Ia juga menceritakan bahwa sebenarnya pada tahun 2012, PT Seko Prima Power pernah dikenakan sanksi adat yaitu denda satu ekor kerbau (senilai Rp 10 juta) karena masuk dan beraktivitas di wilayah adat Pokapaang tanpa persetujuan adat. Saat itu perusahaan melalui Ginandjar menyatakan tidak akan lagi meneruskan aktivitas perusahaan. Tapi yang terjadi saat ini justru sebaliknya, perusahaan melanjutkan berbagai aktivitasnya, yang puncaknya melakukan pengeboran tanah dan bebatuan di wilayah adat Pokapaang. “Karena perusahaan tidak menghormati hak-hak masyarakat adat Pokapaang dan tidak mengindahkan sanksi adat yang sudah diberikan, akhirnya aksi penolakan perusahaan itu terjadi” katanya.

Menurut Musa Derita, 14 orang warga Seko yang dimasukkan ke dalam penjara adalah murni ada kepentingan politis.
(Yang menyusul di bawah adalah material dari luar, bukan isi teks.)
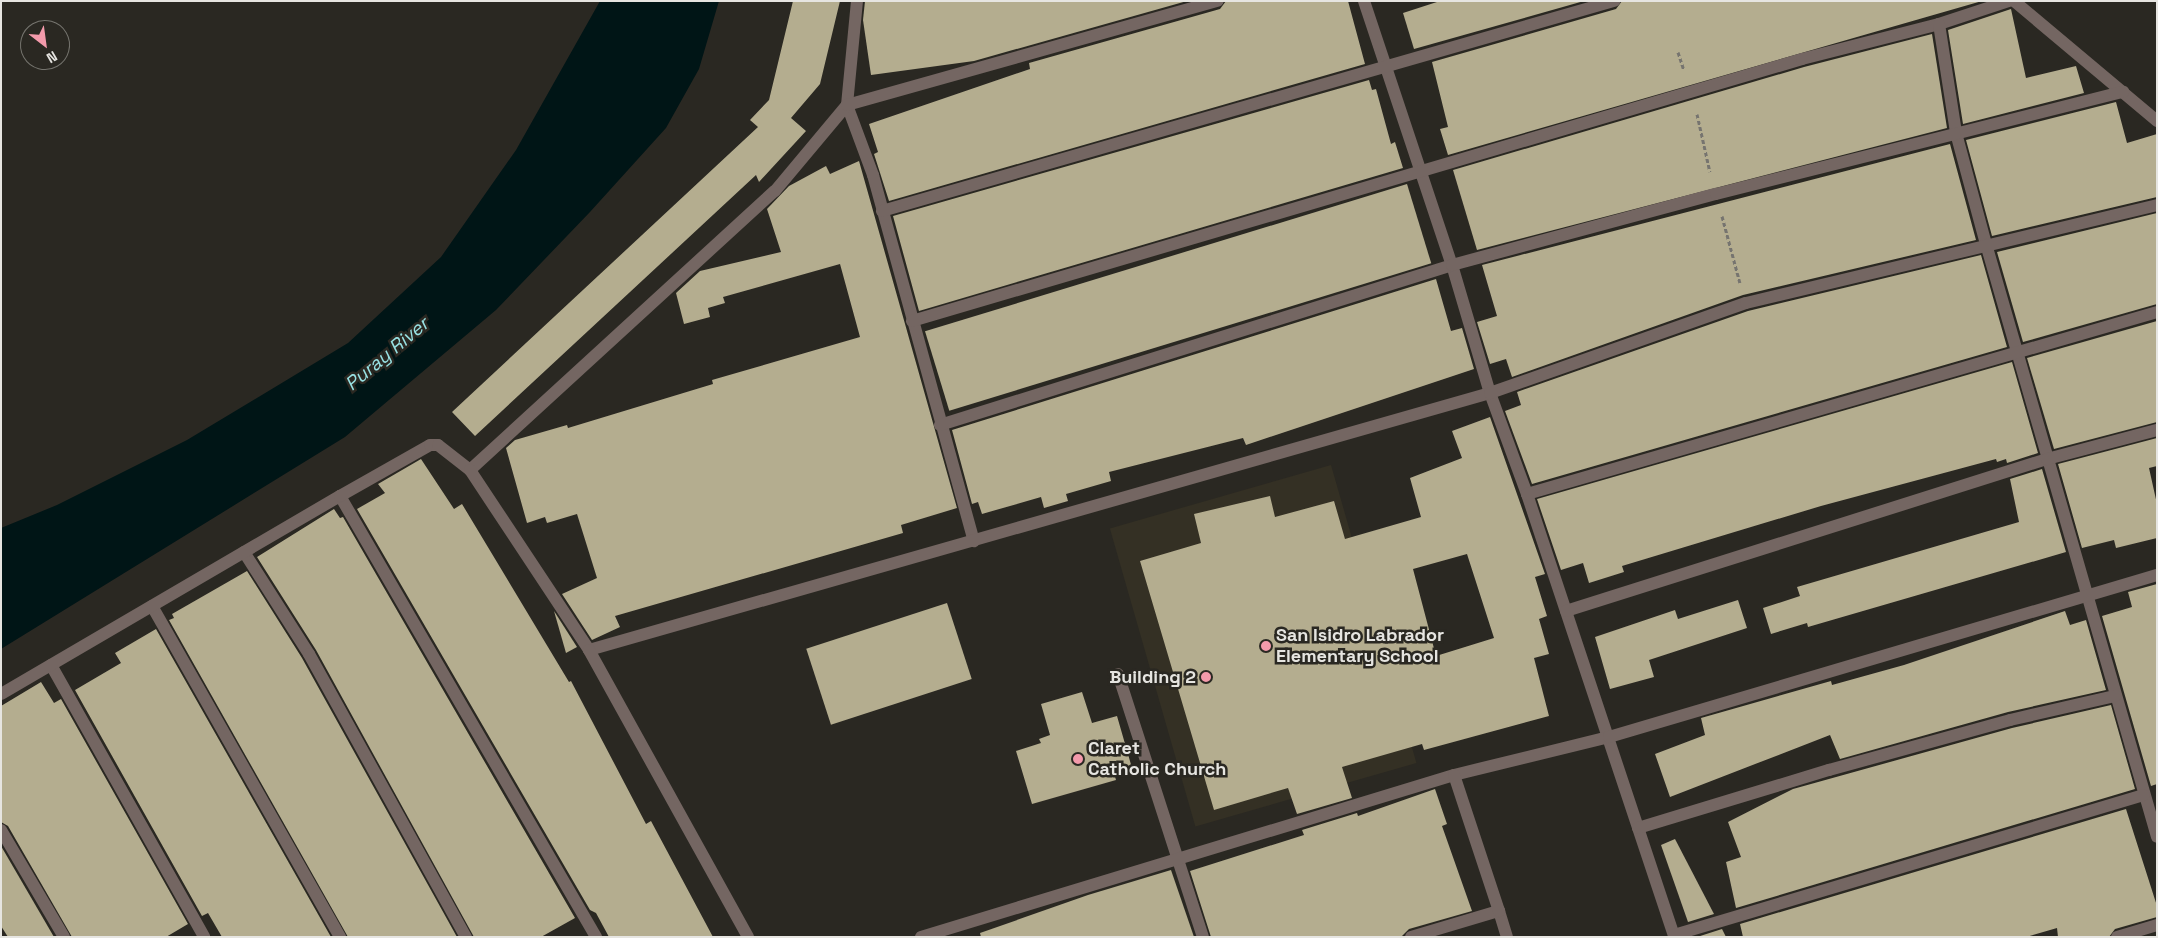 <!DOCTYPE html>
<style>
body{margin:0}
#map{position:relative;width:2158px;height:938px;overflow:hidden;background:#2a2822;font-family:"Space Grotesk",sans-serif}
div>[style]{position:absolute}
.built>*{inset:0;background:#343024;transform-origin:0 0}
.water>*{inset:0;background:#001516}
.building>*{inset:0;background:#b4ad8f;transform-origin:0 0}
.path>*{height:3px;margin-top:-1.5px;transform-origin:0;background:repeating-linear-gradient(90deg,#76746f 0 4px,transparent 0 6.5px)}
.minor>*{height:12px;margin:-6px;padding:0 6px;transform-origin:6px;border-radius:6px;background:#746662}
.dots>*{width:14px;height:14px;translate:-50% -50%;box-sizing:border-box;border:2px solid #2a2822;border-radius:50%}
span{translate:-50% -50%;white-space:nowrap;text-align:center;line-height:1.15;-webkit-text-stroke:5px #2a2822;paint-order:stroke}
.poi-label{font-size:18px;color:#e6e5e1;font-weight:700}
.left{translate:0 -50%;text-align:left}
.right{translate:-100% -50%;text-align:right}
.water-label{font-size:19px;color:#98e1e3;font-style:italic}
.frame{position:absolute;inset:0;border:2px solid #e6e5e1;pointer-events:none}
.north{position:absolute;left:20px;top:20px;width:50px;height:50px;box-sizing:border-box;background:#2a2822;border:1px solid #75746e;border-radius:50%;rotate:150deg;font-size:14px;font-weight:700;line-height:20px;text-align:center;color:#e6e5e1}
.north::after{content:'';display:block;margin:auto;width:18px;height:22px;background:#f39aab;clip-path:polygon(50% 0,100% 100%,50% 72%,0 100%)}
</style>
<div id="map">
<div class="built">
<i style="left:1331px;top:465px;width:310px;height:230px;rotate:74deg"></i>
</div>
<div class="water">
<i style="clip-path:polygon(600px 1px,719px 1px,699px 69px,666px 128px,590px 212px,496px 310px,345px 437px,1px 649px,1px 528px,57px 505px,187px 440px,348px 343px,441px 257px,516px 150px)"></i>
</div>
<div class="building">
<i style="clip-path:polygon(793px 1px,840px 1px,820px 84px,791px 118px,806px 131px,759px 182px,756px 175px,475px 436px,452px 412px,758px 127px,750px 120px,769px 100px)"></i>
<i style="clip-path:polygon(865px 1px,1187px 1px,974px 61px,871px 75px,863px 20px)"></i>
<i style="clip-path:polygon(1226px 1px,1348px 1px,1365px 64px,889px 201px,874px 154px,878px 152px,869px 124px,1030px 69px,1029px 63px,1220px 9px)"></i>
<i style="clip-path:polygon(1440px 1px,1584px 1px,1414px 49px,1403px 13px)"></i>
<i style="clip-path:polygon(1622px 1px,1982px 1px,1448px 155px,1440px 129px,1448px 127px,1432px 62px,1616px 9px)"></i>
<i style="clip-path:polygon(2011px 9px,2026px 78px,2076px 66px,2084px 93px,1963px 124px,1948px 30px)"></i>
<i style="clip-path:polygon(1932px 34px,1947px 128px,1477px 250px,1453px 170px,1804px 67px)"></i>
<i style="clip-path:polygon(1369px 80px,1372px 90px,1376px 89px,1391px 144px,1395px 142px,1403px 168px,919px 311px,893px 216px)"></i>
<i style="clip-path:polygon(2116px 102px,2127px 143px,2157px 134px,2157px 197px,1992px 236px,1966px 140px)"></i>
<i style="clip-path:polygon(1950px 144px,1976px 240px,1743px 295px,1512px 377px,1506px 359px,1490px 364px,1477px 322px,1497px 316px,1482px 265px)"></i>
<i style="clip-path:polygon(859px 161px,957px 508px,901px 525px,903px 533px,615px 616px,620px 627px,592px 640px,562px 594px,597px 578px,577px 514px,547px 523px,545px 517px,527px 523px,506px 448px,515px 440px,567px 425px,568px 428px,713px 384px,712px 380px,860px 337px,840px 264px,723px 297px,725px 303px,708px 308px,710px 317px,684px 324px,676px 293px,700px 271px,781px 252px,767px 209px,789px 186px,826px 166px,830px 174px)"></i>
<i style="left:1407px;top:184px;width:83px;height:504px;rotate:73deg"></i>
<i style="clip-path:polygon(2157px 213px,2157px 304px,2023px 342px,1997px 252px)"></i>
<i style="clip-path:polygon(1981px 255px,2007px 347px,1532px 484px,1505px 411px,1521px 405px,1517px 392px,1748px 311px)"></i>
<i style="clip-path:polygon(1436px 279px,1451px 331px,1462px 328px,1474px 369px,1246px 445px,1243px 438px,1109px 472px,1111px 481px,1066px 494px,1068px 501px,1044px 508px,1041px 497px,982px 514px,978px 502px,972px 504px,952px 430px)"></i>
<i style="clip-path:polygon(2157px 321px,2157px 422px,2054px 449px,2027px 358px)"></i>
<i style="clip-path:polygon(2012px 362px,2038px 453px,2007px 463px,2006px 459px,1997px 462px,1996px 459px,1821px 506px,1622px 566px,1624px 572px,1589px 583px,1583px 563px,1561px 570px,1537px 499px)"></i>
<i style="clip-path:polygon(evenodd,1490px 417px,1545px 574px,1535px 577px,1547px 616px,1539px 619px,1549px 654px,1534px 658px,1549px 716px,1424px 750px,1422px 744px,1342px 767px,1352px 798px,1297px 814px,1288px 788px,1214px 810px,1140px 561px,1201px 543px,1194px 514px,1270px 496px,1275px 517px,1334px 501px,1345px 539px,1421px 517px,1410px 478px,1462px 458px,1452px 431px,1490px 417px,1467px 554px,1494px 638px,1436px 656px,1413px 569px,1467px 554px)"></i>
<i style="clip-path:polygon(2157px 438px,2157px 466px,2149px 468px,2157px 504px,2157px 538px,2116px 548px,2114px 540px,2082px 548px,2058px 464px)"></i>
<i style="clip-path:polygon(421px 459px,454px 509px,462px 504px,569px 682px,571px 681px,646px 824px,651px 821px,713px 937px,609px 937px,596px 913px,590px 910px,357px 509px,385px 493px,378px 484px)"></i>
<i style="clip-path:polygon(2042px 469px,2066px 552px,1808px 627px,1807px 623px,1771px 634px,1763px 608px,1800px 596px,1797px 587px,2019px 522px,2010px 479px)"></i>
<i style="clip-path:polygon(334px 509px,340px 518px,343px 517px,575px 918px,541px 937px,474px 937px,316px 650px,257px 557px)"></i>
<i style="clip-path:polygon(247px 571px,302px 658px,457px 937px,348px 937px,169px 620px,174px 618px,172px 614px)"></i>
<i style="clip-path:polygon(2157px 584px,2157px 784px,2151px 786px,2102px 616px,2132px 607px,2128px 592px)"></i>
<i style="clip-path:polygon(1738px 600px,1747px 628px,1649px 660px,1654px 677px,1610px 689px,1595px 637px,1675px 610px,1678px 619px)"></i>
<i style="left:947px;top:603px;width:80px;height:148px;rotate:72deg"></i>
<i style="clip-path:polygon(554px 611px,577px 647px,566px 653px)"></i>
<i style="clip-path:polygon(2065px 611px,2070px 625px,2086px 620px,2106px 690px,2008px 712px,1840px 759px,1830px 735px,1670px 797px,1655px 754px,1705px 735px,1701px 718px,1831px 681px,1832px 685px,1904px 665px)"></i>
<i style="clip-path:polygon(156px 629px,331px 937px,222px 937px,208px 913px,202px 916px,75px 690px,121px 663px,115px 653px)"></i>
<i style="clip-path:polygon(41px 682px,54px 703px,61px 699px,188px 924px,166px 937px,72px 937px,8px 826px,1px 822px,1px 706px)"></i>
<i style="clip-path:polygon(1082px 692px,1092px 723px,1117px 716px,1132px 768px,1114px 773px,1116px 780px,1032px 804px,1016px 751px,1041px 743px,1039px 739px,1050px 735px,1041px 704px)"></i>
<i style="clip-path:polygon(2111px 705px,2135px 789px,1736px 908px,1726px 862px,1741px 857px,1728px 822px,1793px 789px,2012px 728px)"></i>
<i style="clip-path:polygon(1435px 789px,1447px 824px,1442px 826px,1472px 911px,1409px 929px,1401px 937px,1211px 937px,1190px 871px,1304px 835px,1302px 830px,1357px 813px,1358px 816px)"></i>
<i style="clip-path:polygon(2126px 809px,2157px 906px,2157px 917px,2115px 929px,2109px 937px,2058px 937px,2057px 928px,2026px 937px,1743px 937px,1740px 924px)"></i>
<i style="clip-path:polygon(1675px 839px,1714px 914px,1688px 922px,1661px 845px)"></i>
<i style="clip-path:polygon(1px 846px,54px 937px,8px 937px,1px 926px)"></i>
<i style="clip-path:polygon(1171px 870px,1194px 937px,981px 937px,980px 933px,1088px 895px)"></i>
<i style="clip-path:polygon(1722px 929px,1726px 937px,1697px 937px)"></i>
</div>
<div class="path">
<i style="left:1678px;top:52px;width:19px;rotate:72deg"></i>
<i style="left:1697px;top:114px;width:59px;rotate:77.4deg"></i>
<i style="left:1722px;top:216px;width:69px;rotate:75deg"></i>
</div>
<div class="minor">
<i style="left:857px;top:1px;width:104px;rotate:95.5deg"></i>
<i style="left:847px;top:105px;width:75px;rotate:69.6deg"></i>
<i style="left:873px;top:175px;width:380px;rotate:74.6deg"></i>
<i style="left:1364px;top:1px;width:278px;rotate:71.6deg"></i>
<i style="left:1452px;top:265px;width:134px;rotate:73.5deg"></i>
<i style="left:1490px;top:393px;width:108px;rotate:69.9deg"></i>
<i style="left:1527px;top:494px;width:467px;rotate:71.6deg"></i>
<i style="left:2014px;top:1px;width:187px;rotate:40deg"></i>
<i style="left:1939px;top:24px;width:74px;rotate:-18.2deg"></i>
<i style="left:882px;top:211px;width:762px;rotate:-16.01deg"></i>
<i style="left:912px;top:321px;width:928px;rotate:-16.4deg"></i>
<i style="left:1802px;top:59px;width:141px;rotate:-14.3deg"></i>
<i style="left:1939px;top:24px;width:110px;rotate:81.1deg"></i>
<i style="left:1956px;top:133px;width:115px;rotate:74.9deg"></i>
<i style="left:1986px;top:244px;width:617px;rotate:73.91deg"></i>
<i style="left:940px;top:425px;width:536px;rotate:-17.35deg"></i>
<i style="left:1452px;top:265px;width:273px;rotate:-15.1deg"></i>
<i style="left:1716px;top:194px;width:420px;rotate:-14.1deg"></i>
<i style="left:470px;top:470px;width:413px;rotate:-42.5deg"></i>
<i style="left:775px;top:191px;width:112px;rotate:-50.1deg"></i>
<i style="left:847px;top:105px;width:385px;rotate:-15.7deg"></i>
<i style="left:1527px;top:494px;width:656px;rotate:-16.11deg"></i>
<i style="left:340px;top:496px;width:510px;rotate:59.86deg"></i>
<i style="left:244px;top:552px;width:121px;rotate:57.5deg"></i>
<i style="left:309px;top:654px;width:324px;rotate:61deg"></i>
<i style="left:152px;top:606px;width:381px;rotate:60.4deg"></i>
<i style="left:1566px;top:611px;width:504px;rotate:-17.54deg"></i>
<i style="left:2047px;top:459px;width:114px;rotate:-14.8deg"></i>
<i style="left:589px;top:650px;width:937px;rotate:-15.92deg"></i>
<i style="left:1490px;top:393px;width:271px;rotate:-19.4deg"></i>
<i style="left:1746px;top:303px;width:423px;rotate:-13.4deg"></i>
<i style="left:51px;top:665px;width:312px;rotate:60.6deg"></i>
<i style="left:1118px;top:674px;width:276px;rotate:72.1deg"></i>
<i style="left:1px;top:694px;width:393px;rotate:-30.3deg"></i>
<i style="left:340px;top:496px;width:103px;rotate:-29.5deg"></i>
<i style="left:430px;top:445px;width:8px"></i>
<i style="left:438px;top:445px;width:41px;rotate:38deg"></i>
<i style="left:470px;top:470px;width:216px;rotate:56.5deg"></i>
<i style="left:589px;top:650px;width:328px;rotate:61deg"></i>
<i style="left:1638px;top:828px;width:200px;rotate:-16.9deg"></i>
<i style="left:1829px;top:770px;width:188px;rotate:-15.4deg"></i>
<i style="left:2010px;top:720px;width:108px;rotate:-12.9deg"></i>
<i style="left:1px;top:830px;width:124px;rotate:59.5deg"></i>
<i style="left:1499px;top:911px;width:27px;rotate:73deg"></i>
<i style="left:1674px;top:935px;width:490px;rotate:-16.6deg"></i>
<i style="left:921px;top:937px;width:557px;rotate:-16.91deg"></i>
<i style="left:1454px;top:775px;width:160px;rotate:-13.8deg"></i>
<i style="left:1609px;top:737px;width:571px;rotate:-16.47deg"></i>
<i style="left:1411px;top:937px;width:92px;rotate:-16.5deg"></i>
<i style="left:1499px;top:911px;width:143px;rotate:-108.3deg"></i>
<i style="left:2117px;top:937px;width:42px;rotate:-16.7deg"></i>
</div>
<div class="dots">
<i style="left:1266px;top:646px;background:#f39aab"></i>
<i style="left:1206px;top:677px;background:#f39aab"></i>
<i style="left:1078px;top:759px;background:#f39aab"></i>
</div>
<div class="poi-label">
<span class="left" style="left:1276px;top:646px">San Isidro Labrador<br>Elementary School</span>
<span class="right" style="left:1196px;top:677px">Building 2</span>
<span class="left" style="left:1088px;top:759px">Claret<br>Catholic Church</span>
</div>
<div class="water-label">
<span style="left:387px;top:354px;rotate:-40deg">Puray River</span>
</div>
<div class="frame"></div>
<div class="north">N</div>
</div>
Mereka bersama ribuan masyarakat adat Seko sejak awal sudah menolak kehadiran perusahaan. Jika mereka tidak ditangkap, masyarakat akan tetap kuat bertahan untuk menolak kehadiran perusahaan.

Dikarenakan sudah dikenakan denda adat, lalu tetap masuk dan beroperasi melakukan pengeboran, akhirnya mereka mengambil tanah dan bebatuan sampel yang diambil perusahaan. Mereka membuang sampel tersebut agar tidak dibawa keluar dari wilayah adat Seko. Ia dan warga tidak pernah melakukan kekerasan dan pemukulan terhadap pekerja. “Saya tahu persis apa yang dilakukan Amisandi. Tidak ada dia melakukan pemukulan ataupun menghunus parang untuk mengancam pekerja. Justru Amisandi yang menyampaikan ke masyarakat agar tidak melakukan kekerasan. Saya pemangku adat disini, saya tahu persis apa yang terjadi” katanya.
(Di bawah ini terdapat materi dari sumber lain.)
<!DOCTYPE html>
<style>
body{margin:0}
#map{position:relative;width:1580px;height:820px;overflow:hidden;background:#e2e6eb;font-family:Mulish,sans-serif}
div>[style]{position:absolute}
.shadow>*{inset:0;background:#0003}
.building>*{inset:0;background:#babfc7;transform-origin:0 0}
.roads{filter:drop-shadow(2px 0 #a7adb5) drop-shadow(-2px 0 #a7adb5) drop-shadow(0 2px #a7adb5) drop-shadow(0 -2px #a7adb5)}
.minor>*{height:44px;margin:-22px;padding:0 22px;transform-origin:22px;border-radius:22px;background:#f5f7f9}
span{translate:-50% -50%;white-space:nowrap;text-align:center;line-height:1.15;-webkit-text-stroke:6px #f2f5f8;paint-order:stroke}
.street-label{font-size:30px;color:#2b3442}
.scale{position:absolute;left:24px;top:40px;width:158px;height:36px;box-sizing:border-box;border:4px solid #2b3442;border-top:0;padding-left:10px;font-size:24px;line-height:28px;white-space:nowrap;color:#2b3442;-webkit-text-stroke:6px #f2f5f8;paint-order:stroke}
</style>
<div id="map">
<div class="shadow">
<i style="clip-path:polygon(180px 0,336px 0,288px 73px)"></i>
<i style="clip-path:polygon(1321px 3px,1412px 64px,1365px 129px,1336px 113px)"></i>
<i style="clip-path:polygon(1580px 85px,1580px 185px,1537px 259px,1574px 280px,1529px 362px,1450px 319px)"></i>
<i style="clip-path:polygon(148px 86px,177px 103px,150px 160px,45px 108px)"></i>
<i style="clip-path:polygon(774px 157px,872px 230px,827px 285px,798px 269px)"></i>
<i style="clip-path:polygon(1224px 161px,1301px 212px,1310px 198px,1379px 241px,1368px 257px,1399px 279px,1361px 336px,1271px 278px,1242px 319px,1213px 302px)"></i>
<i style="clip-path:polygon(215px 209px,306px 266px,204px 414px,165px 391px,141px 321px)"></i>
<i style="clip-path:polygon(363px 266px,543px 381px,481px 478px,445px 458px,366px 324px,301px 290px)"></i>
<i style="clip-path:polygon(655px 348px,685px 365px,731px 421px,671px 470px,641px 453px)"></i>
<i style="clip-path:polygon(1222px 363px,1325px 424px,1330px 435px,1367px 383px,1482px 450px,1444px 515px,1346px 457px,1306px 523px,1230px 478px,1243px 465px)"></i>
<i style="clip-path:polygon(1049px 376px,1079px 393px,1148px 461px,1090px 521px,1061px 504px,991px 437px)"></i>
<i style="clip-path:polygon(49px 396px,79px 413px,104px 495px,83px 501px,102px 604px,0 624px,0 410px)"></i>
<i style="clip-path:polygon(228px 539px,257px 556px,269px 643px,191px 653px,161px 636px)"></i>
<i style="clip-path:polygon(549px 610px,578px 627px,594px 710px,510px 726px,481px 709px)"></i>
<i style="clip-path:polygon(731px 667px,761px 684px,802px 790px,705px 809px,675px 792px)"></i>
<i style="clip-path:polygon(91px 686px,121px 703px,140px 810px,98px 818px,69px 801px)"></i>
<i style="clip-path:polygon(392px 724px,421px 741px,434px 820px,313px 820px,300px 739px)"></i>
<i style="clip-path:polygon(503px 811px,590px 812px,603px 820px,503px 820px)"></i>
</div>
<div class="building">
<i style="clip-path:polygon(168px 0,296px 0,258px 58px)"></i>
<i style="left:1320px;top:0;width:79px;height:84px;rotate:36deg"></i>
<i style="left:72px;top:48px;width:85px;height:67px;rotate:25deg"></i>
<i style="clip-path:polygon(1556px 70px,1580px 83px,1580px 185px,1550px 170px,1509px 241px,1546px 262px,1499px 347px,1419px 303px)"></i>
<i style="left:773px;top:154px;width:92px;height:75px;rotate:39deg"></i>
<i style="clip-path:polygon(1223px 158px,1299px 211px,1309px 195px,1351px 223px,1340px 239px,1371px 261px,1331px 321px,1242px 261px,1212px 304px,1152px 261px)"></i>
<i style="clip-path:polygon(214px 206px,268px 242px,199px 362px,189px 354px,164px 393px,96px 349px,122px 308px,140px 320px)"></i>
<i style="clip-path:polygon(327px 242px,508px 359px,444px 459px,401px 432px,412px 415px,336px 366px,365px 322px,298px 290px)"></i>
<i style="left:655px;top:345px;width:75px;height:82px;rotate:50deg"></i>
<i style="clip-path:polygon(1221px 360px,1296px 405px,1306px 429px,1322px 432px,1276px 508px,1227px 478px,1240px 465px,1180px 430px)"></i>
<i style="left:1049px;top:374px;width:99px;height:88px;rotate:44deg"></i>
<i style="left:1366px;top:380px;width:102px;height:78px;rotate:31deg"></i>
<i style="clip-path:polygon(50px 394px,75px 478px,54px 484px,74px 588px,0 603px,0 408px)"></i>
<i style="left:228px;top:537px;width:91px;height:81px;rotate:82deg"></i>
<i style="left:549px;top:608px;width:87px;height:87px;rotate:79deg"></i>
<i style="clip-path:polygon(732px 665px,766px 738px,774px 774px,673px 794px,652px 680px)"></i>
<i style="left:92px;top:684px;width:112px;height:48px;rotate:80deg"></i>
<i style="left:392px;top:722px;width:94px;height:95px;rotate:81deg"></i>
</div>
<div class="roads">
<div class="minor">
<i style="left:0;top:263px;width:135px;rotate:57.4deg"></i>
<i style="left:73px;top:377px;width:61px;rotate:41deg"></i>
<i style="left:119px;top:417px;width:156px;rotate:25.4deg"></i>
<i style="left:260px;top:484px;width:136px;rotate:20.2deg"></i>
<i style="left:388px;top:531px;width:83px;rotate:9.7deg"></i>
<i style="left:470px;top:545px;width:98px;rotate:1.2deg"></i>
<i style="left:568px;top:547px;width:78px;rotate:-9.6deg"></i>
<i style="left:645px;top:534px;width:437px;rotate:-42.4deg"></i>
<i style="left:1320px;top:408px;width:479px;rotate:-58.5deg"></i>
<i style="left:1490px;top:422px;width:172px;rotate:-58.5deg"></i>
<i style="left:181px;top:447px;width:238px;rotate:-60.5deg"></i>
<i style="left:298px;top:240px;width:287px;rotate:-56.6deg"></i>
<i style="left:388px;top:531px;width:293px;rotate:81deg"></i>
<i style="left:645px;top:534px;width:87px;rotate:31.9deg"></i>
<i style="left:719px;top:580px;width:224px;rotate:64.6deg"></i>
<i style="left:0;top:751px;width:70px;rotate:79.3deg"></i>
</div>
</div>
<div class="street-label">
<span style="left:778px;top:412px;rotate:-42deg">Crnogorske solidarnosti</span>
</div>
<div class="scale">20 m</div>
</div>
Musa Derita saat itu baru saja menemui kembali masyarakatnya di beberapa kampung. Ia ingin menyatukan kembali masyarkat yang pro dan kontrak terhadap kehadiran perusahaan. Menyampaikan apa yang sudah ia ketahui selama ini terkait konflik yang sudah terjadi dan pengalamannya ketika berkunjung ke PLTA Bakaru di Kabupaten Enrekang. “Saya sudah berbicara dengan masyarakat di Longah dan Hoyane, tidak ada satupun masyarakat yang mau memberikan lahannya untuk pembangunan PLTA. Mereka lebih baik dikubur bersama-sama di tanah mereka daripada memberikan lahannya kepada perusahaan” katanya.

Ia menyampaikan kekecewaannya terhadap Pemerintah Daerah Luwu Utara, yang tidak melihat apa yang sebenarnya diinginkan masyarakat adat Seko. “Bagi kami, masyarakat adat Seko, kami sangat berkecil hati dengan kinerja pemerintah kami di daerah. Kami disini seperti diintimidasi dengan penolakan kami terhadap perusahaan. Kami dipaksa untuk menerima. Jujur saja, perusahaan dulunya sudah mundur. Tapi mereka masuk lagi karena didorong oleh pemerintah daerah dengan kepolisian” katanya. Musa Derita juga menyampaikan, bahwa sebagai pemangku adat, ia sangat tidak membenarkan dan tidak akan pernah membiarkan masyarakat adat Seko terserak-serak. Ia dan para pemangku adat lainnya akan berusaha agar masyarakatnya utuh kembali, walaupun sudah sebagian yang ditahan di penjara. “Saya akan berusaha untuk tetap mempertahankan wilayah adat Seko dan masyarakatnya kembali bersatu” katanya.